On the "Who hates what"....

Who are commonly the decisions makers in a medical practice? While in small clinics, it is the doctor/president/ceo certainly. Often instead it is a practice manager or a IT guy who says "I can give you this." Just as often, it is not really the doctor, practice manager, or IT guy who makes the final decision. It is the professional decision maker: i.e. the slick salesman who gets the foot in the door. I feel that to promote a product, and organization, or a concept, we have to start being realistic about demographics. Male doctors will make decisions differently from female doctors. IT guys will have different criteria from doctors. Practice managers (good ones) will make decisions based on what most closely pleases the clinicians, the front desk, and that irritating IT guy all at once. Bad/ignorant/underpaid practice managers will go with what seems easiest on themselves.

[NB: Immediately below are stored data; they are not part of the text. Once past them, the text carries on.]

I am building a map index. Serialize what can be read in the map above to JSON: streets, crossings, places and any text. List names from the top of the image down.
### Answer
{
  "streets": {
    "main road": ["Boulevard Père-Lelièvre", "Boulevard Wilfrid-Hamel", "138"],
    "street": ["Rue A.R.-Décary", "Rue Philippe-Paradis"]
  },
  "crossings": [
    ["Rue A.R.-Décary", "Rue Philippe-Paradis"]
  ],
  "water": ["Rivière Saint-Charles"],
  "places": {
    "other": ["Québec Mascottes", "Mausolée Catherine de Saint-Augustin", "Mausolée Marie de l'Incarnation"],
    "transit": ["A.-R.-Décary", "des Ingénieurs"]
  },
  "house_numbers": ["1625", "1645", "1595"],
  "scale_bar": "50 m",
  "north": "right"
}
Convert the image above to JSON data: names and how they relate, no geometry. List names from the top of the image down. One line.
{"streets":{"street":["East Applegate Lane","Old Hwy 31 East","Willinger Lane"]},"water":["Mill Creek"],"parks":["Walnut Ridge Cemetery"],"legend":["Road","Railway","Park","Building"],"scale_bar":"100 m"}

Let's suppose you have always made your EMR pitch to a doctor, probably male. Are you sure you know how the pitch should be made to the pushy Latina billing lady who will complain until she gets what she wants? Are you sure you really know who the organization as a whole sells to? I think that a government health authority will require a different approach than an aging doctor. Obviously, pitching OEMR itself is a different than talking about OpenEMR.

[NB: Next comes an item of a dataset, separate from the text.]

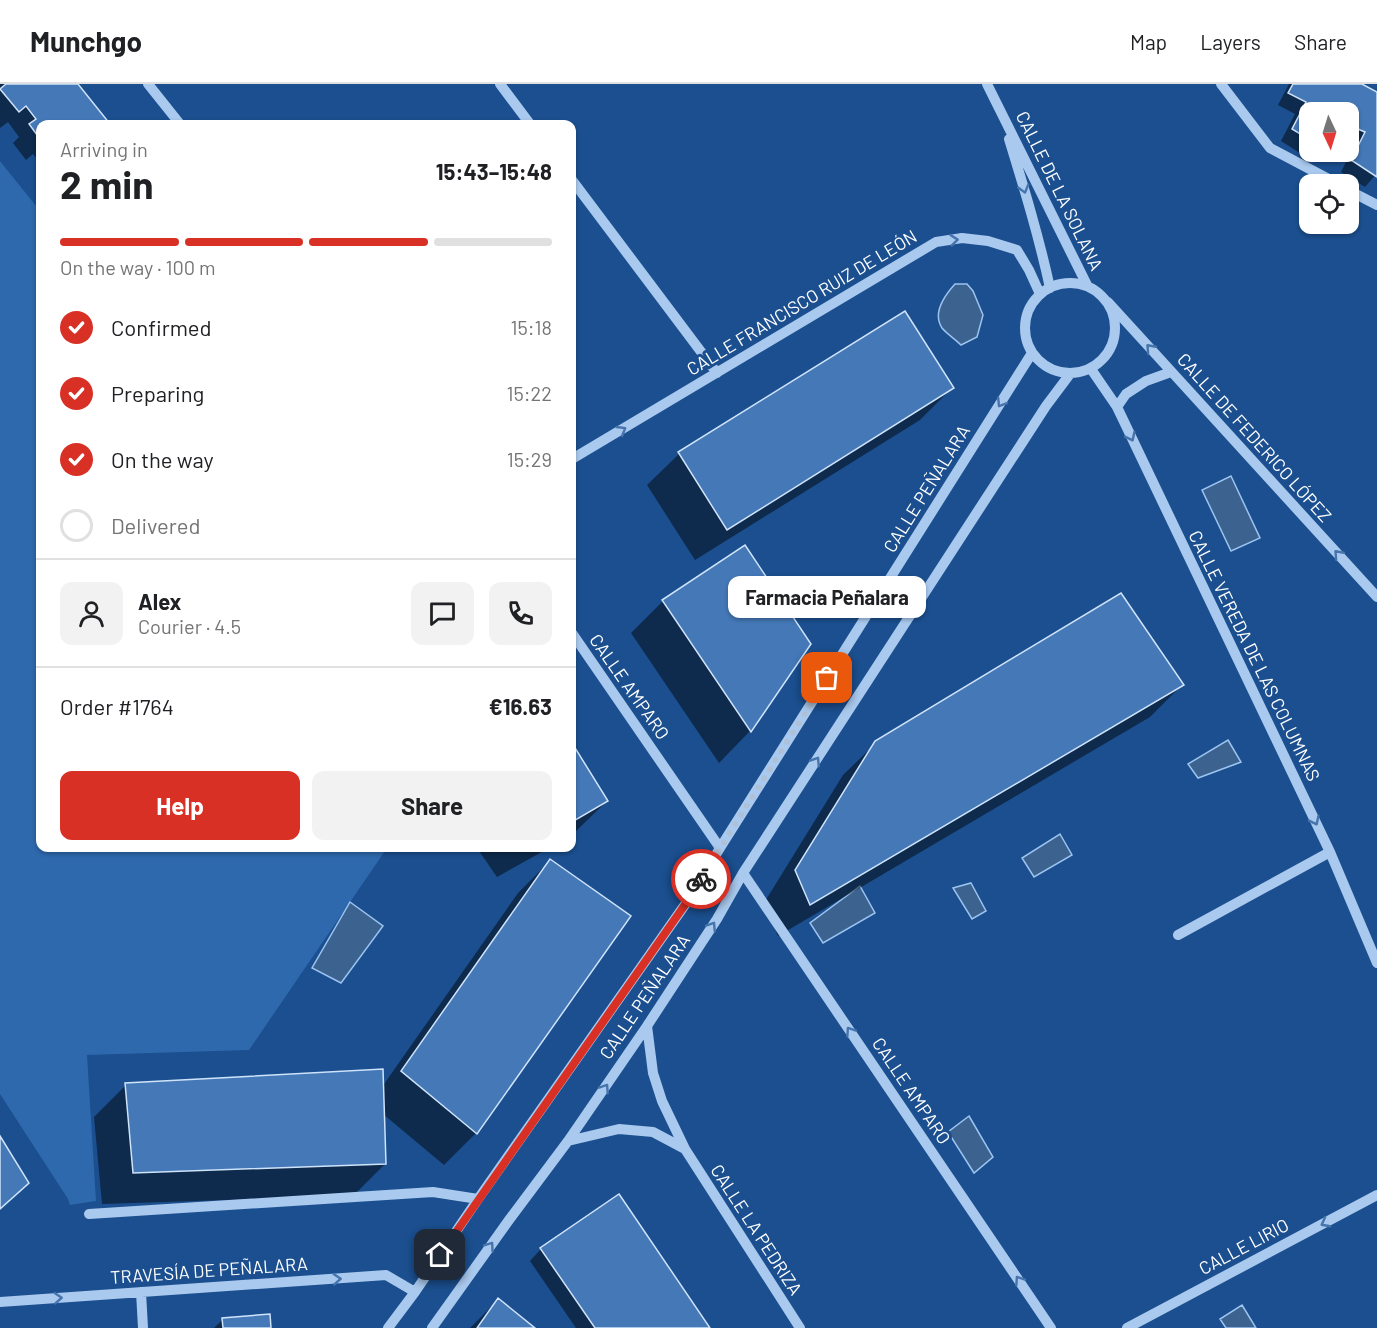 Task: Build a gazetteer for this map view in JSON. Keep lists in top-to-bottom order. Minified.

Just make sure you are not pigeon-holing when you decide on the front face of the organization itself. How sure are you guys about your demographics paradigm?

I think that OEMR should represent itself as an organization finding solutions for the medical community. AFTER convincing folks that: 1. We are real and in it for others. 2. We know what we are talking about (I add personal disclaimer here). Then we present the solutions (open source software, Open Source communities) to the user.